• YOUR TASK: Look through the material below, count the lines containing the word "picture", and state only the count.

• SUPPLIED RECORDS:
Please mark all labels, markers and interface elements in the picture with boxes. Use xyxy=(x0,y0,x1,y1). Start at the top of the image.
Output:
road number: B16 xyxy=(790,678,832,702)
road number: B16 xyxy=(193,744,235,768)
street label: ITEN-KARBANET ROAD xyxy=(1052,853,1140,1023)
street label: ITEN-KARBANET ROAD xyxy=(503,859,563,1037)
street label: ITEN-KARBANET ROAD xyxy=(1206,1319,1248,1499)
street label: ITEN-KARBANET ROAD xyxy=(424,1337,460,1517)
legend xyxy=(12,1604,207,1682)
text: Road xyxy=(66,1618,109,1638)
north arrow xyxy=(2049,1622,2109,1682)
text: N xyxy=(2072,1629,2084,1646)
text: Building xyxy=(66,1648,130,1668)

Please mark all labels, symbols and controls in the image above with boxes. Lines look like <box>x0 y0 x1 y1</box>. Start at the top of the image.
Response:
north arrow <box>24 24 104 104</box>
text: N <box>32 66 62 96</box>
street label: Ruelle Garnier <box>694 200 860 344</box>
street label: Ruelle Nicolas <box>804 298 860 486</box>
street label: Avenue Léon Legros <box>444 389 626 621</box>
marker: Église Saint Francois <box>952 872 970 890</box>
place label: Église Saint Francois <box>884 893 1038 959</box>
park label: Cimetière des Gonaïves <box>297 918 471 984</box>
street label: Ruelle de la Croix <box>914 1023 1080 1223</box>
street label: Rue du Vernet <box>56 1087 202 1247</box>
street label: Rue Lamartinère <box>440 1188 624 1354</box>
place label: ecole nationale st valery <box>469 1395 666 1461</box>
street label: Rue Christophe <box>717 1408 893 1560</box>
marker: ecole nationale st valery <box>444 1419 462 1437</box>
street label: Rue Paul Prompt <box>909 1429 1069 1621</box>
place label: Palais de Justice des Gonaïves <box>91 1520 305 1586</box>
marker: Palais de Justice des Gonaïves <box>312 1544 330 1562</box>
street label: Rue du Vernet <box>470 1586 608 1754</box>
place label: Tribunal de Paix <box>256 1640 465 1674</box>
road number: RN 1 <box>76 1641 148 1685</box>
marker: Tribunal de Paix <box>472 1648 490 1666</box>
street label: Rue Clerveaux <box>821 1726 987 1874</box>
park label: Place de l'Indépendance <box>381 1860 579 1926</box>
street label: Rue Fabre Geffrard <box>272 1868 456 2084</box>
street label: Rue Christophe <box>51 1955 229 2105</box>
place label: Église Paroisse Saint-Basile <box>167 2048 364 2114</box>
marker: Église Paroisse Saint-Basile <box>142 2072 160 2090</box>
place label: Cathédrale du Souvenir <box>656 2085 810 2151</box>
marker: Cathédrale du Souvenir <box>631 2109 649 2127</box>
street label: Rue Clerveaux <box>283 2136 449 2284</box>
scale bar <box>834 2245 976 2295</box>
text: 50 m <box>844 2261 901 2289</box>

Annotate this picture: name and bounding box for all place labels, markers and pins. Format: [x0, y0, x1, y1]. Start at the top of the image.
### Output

• EXERCISE ANSWER: 2